In this week’s New Yorker

July 4, 2013

moment of joy
In addition to the heart-tugging cover image (Jack Hunter’s “Moment of Joy”), lots of substance:

* Patrick Radden Keefe’s Reporter at Large piece on mining and corruption in Guinea, focusing on an Israeli billionaire named Beny Steinmetz;

* Jeffrey Bartholet’s Letter from Dharamsala contemplating the legacy and spreading of Tibet’s self-immolation protests;


* “The Prodigal Daughter,” a beautifully written piece by Jill Lepore about her life as a writer, her mother’s aspirations for her, and the life of Benjamin Franklin’s sister, Jane;

* Louis Menand’s vividly detailed summary of the Voting Rights Act of 1965 — how it evolved, its importance, what the Supreme Court’s ruling last week means; and

* an Annals of Technology piece by Nicholson Baker, who memorably described the iPad as a “slip-sliding rectangle of joy” and in this article travels to Korea on a pilgrimage to the world’s center of manufacturing liquid-crystal display (LCD) products, another beautifully written piece.
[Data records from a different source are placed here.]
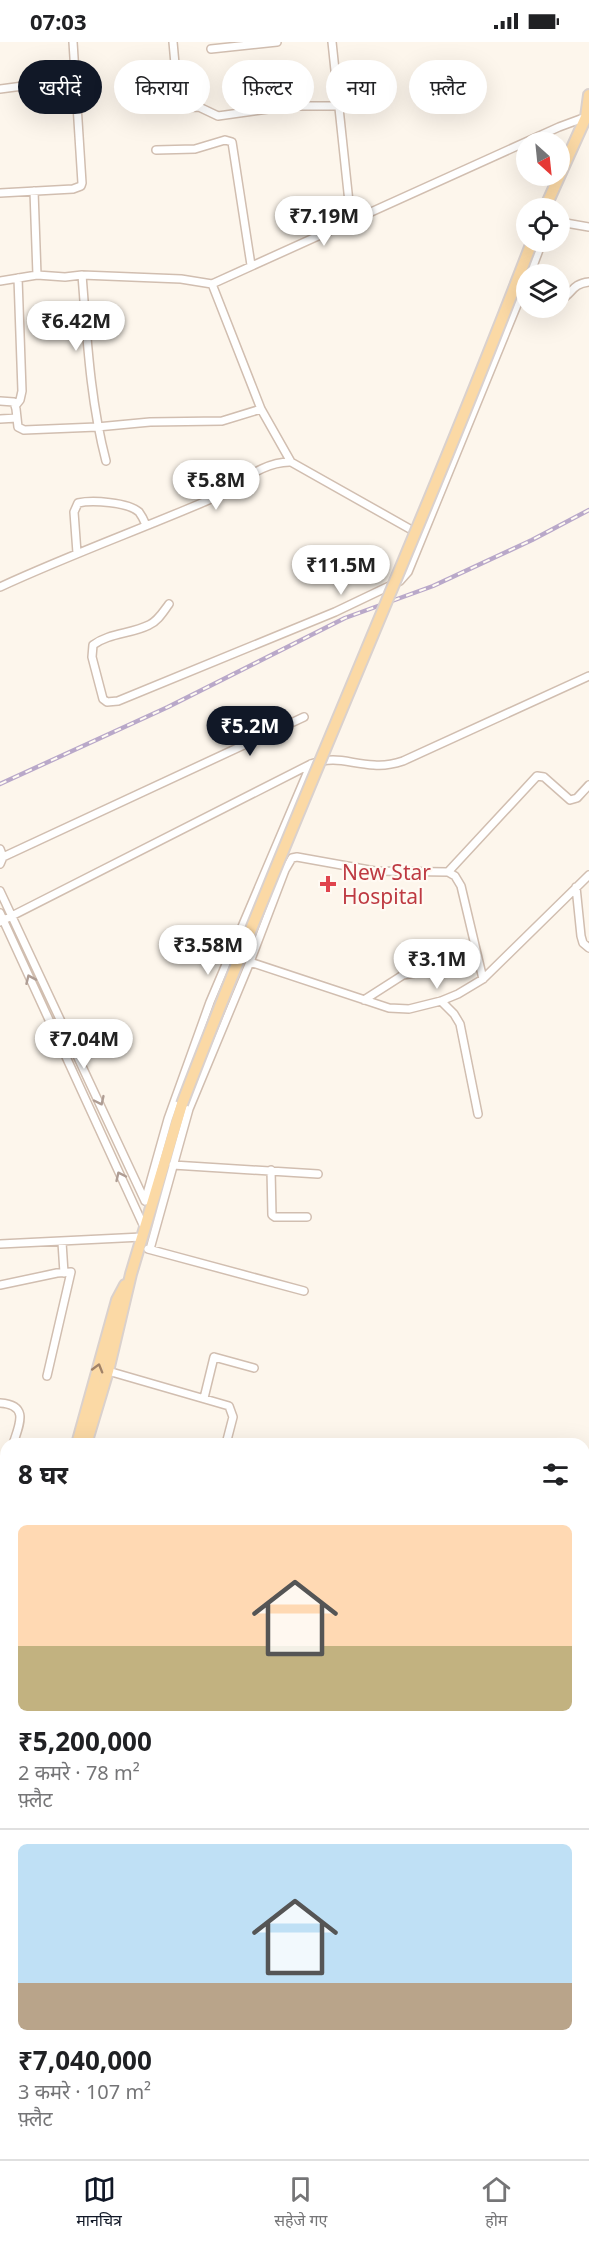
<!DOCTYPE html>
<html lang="hi">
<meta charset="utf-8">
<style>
:root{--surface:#fff;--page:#f2f2f2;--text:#202124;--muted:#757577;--line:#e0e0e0;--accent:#111827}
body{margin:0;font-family:"Noto Sans","Noto Sans Devanagari",sans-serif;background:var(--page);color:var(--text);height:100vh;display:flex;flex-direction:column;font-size:22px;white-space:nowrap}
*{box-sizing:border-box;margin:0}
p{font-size:20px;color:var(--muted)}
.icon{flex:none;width:33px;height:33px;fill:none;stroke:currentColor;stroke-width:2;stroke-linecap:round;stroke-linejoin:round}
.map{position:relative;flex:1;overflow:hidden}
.panel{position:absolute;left:0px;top:1396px;width:590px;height:722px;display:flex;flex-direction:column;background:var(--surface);border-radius:18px 18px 0 0;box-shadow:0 6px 24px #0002}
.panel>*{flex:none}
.top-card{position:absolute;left:18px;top:18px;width:554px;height:54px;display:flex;gap:12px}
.needle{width:39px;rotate:153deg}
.fabs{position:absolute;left:516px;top:90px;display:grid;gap:12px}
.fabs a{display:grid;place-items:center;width:54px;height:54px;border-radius:50%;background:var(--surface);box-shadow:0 6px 24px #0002;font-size:30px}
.price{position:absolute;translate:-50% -51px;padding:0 14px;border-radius:21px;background:#fff;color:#222;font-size:20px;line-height:39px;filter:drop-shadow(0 2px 3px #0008)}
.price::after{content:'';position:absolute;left:50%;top:36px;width:18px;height:14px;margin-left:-9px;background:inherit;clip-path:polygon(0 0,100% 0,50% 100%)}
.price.active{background:var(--accent);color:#fff}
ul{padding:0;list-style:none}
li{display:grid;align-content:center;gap:12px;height:318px;padding:0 18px}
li+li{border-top:2px solid var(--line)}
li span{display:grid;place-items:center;height:186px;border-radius:9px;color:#555}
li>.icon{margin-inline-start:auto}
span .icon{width:108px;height:108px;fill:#fffc;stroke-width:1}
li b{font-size:26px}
h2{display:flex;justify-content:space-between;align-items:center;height:72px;padding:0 18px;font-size:26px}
.pill{padding:0 21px;border-radius:27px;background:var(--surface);box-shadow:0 6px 24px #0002;font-size:21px;line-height:54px}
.pill.active{background:var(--accent);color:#fff}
.status{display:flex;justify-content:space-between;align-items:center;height:42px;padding:0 30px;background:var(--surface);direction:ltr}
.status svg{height:16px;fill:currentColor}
.tab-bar{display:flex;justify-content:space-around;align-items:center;height:84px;border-top:2px solid var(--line);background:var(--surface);font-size:16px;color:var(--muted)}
.tab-bar a{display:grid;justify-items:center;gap:3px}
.tab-bar .active{color:var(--accent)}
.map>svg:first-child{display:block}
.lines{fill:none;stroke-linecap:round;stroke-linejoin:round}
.street-casing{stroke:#d1beb0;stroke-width:10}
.primary-casing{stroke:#dad1cd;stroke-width:14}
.street{stroke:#fff;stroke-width:7}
.primary{stroke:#fbd9a5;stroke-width:10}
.rail-casing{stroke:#b9a8c9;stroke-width:4.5}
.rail{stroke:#fffaf3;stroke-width:2;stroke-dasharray:7;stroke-linecap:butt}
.primary-bridge-casing{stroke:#dad1cd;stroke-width:14;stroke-linecap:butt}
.primary-bridge{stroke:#fbd9a5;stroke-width:10}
.oneway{stroke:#af9d94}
.oneway2{stroke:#a18267}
.health-dot{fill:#e0444e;stroke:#fffaf3;stroke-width:2}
.labels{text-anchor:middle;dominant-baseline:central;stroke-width:4.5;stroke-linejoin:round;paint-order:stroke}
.health-label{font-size:21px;fill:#be3a42;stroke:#fffaf3;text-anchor:start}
</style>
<div class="status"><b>07:03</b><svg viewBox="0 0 49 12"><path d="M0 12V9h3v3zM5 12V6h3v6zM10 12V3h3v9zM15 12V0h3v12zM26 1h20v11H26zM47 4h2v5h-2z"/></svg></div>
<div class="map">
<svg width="589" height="2117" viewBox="0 0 589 2117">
<rect width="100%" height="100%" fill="#fdf6ec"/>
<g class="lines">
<!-- street casing -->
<g class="street-casing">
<path id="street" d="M173,0L179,66
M332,0L351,179
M211,7L277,0
M0,47L76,37
M146,67L199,65L218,74L290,64H338
M156,108L195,107L225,98L232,100L251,223
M34,149L37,233
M0,151L73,147L81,144L82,141L73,0
M560,180L589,185
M530,232L542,200
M82,233C87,295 90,358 106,419
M0,239L37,233L65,235L82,233L181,237L212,242
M560,258C573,252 571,242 589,240
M0,359L14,360L16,367L18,385L24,388L97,385L150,380L222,379L261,367
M16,363L20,358L22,349L18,236
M0,377L17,376
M291,420L261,367L212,242L559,85L586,75
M77,511L74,470L78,461C92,458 128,460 139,470C142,474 144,478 146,483
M0,545C67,514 136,489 204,460C232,449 259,419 291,420L417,491
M169,562C163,570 158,579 149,583C131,592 109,591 93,603L92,615L103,657L107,660L118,659L335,570L400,539L408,530L526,241
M0,807L3,815L0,822
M3,815L304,675
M448,830L537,734L544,735L570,758L577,756L589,743
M576,845L581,894L583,901L589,906
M0,849L145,1159
M0,871L145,1187
M0,880L311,722C336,713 350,722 374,723C385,724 394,722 403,719L589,634
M250,920L389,966L409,967L441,959L458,952L483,937L589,833
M364,958L403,933L479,920
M441,959L454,972L460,982L478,1072
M173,1123L318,1132
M271,1128L272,1173L275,1175H307
M145,1159L168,1077L210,960L311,722
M62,1200L64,1231
M0,1202L142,1195
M148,1207L304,1249
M150,1207L189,1067L250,920L285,828L292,816L297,815L375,829L448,830L455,834L461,844L483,937
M0,1243L57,1231L71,1230L47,1334
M108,1329L229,1364L233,1375L226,1402
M204,1356L214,1315L254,1326
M0,1361C30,1363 19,1383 13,1402
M2,1439L6,1425
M584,1737L589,1738
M0,1748L6,1752
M0,1920L6,1921
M584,1934L589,1935
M584,2082L589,2060
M584,2110L589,2111
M384,2112L387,2117
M233,2117L235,2112
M517,2117L518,2112
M552,2117L554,2112
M575,2117L576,2112"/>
</g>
<!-- primary casing -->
<g class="primary-casing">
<path id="primary" d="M545,166L586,75L589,53
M77,1402L117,1258L125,1243
M86,1402L108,1329L131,1232L182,1062
M0,1673L6,1651
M0,1712L6,1690"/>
</g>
<!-- street -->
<use href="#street" class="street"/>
<!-- primary -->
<use href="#primary" class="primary"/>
<!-- rail casing -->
<g class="rail-casing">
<path id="rail" d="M0,742L168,665L345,576L433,544L532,498L589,468"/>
</g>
<!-- rail -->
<use href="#rail" class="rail"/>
<!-- primary-bridge casing -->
<g class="primary-bridge-casing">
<path id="primary-bridge" d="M182,1062C293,772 421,489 532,200"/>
</g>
<!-- primary-bridge -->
<use href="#primary-bridge" class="primary-bridge"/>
</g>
<!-- one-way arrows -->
<defs><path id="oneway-chevron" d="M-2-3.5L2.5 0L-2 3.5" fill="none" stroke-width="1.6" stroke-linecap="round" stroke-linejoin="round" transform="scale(1.5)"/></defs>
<g class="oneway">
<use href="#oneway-chevron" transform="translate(30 937) rotate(-114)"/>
<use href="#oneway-chevron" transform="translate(100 1059) rotate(65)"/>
<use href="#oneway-chevron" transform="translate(120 1134) rotate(-115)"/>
</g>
<use class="oneway2" href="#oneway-chevron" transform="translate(98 1326) rotate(-74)"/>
<!-- markers -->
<path class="health-dot" d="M325 833h6v6h6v6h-6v6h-6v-6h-6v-6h6z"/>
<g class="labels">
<!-- health labels -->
<g class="health-label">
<text x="342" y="830">New Star<tspan x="342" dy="24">Hospital</tspan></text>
</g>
</g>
</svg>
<div class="fabs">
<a><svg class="needle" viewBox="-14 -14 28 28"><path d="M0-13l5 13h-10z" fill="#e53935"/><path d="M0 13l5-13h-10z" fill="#757577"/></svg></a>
<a><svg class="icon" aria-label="locate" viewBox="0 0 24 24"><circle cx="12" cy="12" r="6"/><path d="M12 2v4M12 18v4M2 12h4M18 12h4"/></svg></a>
<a><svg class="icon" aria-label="layers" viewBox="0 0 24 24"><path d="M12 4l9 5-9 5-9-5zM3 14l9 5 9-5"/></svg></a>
</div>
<b class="price" style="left:324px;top:205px">₹7.19M</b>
<b class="price" style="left:76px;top:310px">₹6.42M</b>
<b class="price" style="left:216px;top:469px">₹5.8M</b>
<b class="price" style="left:341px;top:554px">₹11.5M</b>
<b class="price active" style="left:250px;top:715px">₹5.2M</b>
<b class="price" style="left:208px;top:934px">₹3.58M</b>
<b class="price" style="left:437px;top:948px">₹3.1M</b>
<b class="price" style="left:84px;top:1028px">₹7.04M</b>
<div class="top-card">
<a class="pill active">खरीदें</a>
<a class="pill">किराया</a>
<a class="pill">फ़िल्टर</a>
<a class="pill">नया</a>
<a class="pill">फ़्लैट</a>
</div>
<section class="panel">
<h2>8 घर<svg class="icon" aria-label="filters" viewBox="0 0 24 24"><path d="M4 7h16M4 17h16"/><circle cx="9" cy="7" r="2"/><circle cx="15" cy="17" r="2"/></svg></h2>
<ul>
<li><span style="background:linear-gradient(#ffd9b3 65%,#c2b280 0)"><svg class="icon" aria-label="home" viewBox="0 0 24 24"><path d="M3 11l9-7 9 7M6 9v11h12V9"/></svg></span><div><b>₹5,200,000</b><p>2 कमरे · 78 m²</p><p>फ़्लैट</p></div></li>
<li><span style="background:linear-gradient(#bfe0f5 75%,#b9a48a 0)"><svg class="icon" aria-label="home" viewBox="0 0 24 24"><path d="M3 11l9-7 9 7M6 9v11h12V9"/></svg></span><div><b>₹7,040,000</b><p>3 कमरे · 107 m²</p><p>फ़्लैट</p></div></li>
</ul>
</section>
</div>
<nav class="tab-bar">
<a class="active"><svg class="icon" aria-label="map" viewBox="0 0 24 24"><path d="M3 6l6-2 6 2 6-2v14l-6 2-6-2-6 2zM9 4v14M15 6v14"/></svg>मानचित्र</a>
<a><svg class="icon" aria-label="saved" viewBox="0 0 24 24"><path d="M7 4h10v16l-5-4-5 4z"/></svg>सहेजे गए</a>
<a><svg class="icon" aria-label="home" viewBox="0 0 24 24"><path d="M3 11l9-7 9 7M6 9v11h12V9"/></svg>होम</a>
</nav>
Sample: “In a Best Buy one Sunday afternoon, standing in front of the wall of TVs in the back, I thought, Just look at all these incredible screens. We take for granted that we can drive to a nearby chain store and buy a thin, luminous, elegant, unflickering dispenser of imagery that will make the world seem newly hosed clean and polyurethaned, that will melt the finely fringed nerve endings of our pleasure centers, all for several hundred dollars.”